At the same time, while studies have shown that family-controlled businesses are generally unsustainable over long periods of time –  mostly due to the fact that business acumen and intelligence are only partially inherited – it’s interesting to see that not only are a third of Japanese corporations family-run, but they are also clearly outperforming professionally managed companies in almost every way. Statistics show that family firms are more profitable, have a higher market valuation and increased sales compared to their rivals. Even more curious is that giants like Suzuki, Toyota or Matsui Securities have managed to keep it all in the family for over a hundred years, and other family businesses for even longer than that.
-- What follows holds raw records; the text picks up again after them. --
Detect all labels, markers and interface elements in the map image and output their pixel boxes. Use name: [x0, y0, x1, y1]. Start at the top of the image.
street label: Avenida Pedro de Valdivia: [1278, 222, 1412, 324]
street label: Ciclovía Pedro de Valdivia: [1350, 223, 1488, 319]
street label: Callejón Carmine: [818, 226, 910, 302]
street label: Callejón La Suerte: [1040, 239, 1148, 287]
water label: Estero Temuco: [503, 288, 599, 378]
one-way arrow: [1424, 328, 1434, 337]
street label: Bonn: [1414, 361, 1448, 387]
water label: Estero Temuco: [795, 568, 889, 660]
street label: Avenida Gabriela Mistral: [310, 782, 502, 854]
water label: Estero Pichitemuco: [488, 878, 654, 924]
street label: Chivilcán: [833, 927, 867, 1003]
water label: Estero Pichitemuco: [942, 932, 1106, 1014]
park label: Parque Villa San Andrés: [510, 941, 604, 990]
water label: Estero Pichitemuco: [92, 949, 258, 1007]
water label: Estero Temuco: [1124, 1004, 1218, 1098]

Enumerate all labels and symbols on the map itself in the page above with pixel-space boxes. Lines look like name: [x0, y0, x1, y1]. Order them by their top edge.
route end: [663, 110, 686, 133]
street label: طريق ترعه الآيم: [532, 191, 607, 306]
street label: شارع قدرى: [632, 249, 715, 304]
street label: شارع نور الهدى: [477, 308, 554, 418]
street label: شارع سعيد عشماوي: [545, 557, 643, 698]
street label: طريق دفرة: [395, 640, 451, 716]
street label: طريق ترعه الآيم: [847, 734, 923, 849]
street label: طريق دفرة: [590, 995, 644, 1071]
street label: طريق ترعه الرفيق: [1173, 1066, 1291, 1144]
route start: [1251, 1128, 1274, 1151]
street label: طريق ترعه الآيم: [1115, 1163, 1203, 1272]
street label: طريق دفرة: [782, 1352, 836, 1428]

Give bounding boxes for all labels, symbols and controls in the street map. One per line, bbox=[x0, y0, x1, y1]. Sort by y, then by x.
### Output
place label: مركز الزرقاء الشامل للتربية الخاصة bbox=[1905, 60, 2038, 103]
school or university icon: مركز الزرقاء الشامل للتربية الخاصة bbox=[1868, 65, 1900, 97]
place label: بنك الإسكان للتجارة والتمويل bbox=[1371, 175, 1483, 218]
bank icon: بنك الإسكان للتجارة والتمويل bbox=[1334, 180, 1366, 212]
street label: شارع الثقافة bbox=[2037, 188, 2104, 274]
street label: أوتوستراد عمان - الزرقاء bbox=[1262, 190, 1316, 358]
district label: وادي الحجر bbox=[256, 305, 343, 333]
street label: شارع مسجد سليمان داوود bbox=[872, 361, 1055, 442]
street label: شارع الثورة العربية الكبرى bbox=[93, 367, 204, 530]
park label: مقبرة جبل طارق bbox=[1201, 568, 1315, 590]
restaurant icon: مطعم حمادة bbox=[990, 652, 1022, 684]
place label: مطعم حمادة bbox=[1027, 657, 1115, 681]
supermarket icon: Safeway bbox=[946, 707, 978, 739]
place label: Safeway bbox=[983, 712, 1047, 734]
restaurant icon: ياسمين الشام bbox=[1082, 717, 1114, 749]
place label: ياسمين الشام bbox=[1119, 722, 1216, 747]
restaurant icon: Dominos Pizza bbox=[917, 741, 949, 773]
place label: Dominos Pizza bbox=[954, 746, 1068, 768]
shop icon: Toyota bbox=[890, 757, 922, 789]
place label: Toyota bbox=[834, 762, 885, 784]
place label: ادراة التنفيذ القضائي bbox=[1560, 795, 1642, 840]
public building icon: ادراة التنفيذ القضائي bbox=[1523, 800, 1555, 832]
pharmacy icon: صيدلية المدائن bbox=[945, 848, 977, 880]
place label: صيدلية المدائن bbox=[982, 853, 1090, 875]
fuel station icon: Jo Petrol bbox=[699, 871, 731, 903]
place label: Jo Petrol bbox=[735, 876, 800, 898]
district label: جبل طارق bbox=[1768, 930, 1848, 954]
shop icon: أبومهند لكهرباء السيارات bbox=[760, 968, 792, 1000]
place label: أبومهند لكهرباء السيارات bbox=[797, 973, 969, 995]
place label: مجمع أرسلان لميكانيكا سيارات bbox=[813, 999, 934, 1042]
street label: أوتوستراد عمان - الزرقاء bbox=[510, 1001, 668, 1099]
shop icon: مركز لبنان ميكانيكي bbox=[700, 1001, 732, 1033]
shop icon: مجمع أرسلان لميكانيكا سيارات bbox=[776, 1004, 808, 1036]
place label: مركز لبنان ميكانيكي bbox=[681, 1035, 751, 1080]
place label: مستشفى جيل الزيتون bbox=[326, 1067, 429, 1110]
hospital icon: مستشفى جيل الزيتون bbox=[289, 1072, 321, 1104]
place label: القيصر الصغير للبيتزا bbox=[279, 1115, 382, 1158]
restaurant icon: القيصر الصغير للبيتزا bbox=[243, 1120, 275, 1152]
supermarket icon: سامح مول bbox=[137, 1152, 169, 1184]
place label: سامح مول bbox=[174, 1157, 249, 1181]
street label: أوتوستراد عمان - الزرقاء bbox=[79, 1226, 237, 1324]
But what does the remarkable success of family business have to do with the high rate of adult adoption, right? Well, in Japan at least, these two curiosities are very closely linked. Prior to the Second World War, civil code in Japan decreed family wealth could only be passed down through male lines, traditionally to the first born son. So families with no male heirs or with sons deemed unsuitable to take over the family business turned to adoption, but not the kind most of us are used to. Instead of simply adopting a baby or a young boy, they adopted young men who displayed the intelligence and knowledge of business required to ensure that their name and legacy endured until the next generation. And while the law no longer prohibits people from passing down their fortune to female heirs, the age-old tradition of electing a ‘mukoyoshi’ (or ‘adopted son-in-law’) is still very popular in Japan.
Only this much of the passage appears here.